Résultat: des villages comme Paraizinho se retrouvent pratiquement coupés du monde. Impossible pour les malades ou les personnes âgées de parcourir près d'un kilomètre sur le sable brûlant.
"Cela ne fait qu'empirer chaque année. L'an dernier, la rivière s'est asséchée de moitié (sur sa largeur). Cette année, c'est sec pratiquement jusqu'à l'autre côté", à Humaita, explique à l'AFP Reis Santos Vieira, agriculteur de 69 ans qui tente de se protéger du soleil avec sa casquette.
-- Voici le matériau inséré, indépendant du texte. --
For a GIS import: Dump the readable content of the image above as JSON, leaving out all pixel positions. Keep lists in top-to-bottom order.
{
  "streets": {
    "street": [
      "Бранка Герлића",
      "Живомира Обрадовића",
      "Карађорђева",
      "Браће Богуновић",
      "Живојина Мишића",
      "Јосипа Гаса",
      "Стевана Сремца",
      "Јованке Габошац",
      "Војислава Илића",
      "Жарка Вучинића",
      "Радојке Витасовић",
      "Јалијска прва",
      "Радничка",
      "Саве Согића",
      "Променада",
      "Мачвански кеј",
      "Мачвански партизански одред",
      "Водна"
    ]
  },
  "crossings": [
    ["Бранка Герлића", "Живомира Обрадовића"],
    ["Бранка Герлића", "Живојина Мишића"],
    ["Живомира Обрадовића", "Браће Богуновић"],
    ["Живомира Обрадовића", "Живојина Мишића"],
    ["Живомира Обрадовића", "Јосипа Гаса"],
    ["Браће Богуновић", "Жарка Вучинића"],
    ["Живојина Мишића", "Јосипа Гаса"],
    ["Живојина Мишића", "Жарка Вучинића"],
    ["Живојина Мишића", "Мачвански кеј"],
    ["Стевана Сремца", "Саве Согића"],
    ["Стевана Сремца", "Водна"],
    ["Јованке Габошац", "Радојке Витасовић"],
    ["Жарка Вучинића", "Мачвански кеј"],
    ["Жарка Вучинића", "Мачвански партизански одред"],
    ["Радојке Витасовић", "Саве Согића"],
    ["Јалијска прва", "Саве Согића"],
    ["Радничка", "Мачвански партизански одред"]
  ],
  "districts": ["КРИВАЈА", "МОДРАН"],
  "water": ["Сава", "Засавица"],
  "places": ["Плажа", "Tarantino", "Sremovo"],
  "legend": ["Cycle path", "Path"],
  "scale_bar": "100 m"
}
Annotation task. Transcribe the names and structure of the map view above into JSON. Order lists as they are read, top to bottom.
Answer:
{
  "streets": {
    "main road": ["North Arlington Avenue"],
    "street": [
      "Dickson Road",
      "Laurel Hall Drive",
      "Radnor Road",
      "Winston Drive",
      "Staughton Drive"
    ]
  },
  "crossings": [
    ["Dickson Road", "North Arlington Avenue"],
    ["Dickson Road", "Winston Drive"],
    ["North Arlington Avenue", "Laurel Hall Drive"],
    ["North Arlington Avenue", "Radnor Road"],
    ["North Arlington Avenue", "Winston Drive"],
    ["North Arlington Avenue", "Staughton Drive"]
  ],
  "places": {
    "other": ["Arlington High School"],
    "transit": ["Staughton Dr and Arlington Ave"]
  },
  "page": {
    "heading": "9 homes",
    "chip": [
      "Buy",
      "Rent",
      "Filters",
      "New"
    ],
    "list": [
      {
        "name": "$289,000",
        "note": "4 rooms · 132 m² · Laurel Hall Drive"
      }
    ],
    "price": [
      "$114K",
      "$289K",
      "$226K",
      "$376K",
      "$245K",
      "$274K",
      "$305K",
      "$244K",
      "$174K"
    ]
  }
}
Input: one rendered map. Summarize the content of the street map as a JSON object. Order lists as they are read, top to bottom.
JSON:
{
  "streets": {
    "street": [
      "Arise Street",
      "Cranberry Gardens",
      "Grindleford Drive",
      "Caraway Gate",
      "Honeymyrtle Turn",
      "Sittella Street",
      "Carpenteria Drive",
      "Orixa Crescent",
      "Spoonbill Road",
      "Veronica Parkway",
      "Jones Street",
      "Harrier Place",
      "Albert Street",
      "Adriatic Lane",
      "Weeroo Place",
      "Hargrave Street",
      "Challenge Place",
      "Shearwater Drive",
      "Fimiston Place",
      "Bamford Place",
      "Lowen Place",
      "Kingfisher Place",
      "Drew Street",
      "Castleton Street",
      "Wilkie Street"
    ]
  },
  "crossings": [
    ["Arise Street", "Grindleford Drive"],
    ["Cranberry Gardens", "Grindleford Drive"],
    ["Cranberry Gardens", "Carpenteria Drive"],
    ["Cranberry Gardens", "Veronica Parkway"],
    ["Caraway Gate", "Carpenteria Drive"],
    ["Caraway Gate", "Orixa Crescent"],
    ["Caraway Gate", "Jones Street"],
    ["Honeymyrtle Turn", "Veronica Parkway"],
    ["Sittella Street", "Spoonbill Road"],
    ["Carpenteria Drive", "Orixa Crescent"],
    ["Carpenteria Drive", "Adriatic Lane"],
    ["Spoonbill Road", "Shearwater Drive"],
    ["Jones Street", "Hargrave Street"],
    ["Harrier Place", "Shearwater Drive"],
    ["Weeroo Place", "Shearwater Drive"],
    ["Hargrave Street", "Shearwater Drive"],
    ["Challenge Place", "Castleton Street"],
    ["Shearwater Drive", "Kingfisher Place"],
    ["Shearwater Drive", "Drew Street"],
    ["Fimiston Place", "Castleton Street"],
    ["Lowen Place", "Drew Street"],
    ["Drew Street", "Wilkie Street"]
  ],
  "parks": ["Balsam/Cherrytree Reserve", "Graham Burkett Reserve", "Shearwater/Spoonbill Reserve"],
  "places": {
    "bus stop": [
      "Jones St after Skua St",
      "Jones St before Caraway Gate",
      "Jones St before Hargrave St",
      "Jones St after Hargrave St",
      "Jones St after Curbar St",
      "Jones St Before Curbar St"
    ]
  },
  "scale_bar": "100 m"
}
"Nous devons faire la traversée à pied pour transporter l'eau et les aliments dont nous avons besoin, c'est vraiment très difficile", déplore Sandra Gomes Vieira, une autre habitante de Paraizinho.
- Bénévoles providentiels -
L'an dernier, une de ses filles a subi des brûlures sévères aux pieds en marchant sur le sable du lit de la rivière.
Pour éviter que cela ne se reproduise, elle ne fréquente plus l'école tant que le niveau du Rio Madeira ne remonte pas.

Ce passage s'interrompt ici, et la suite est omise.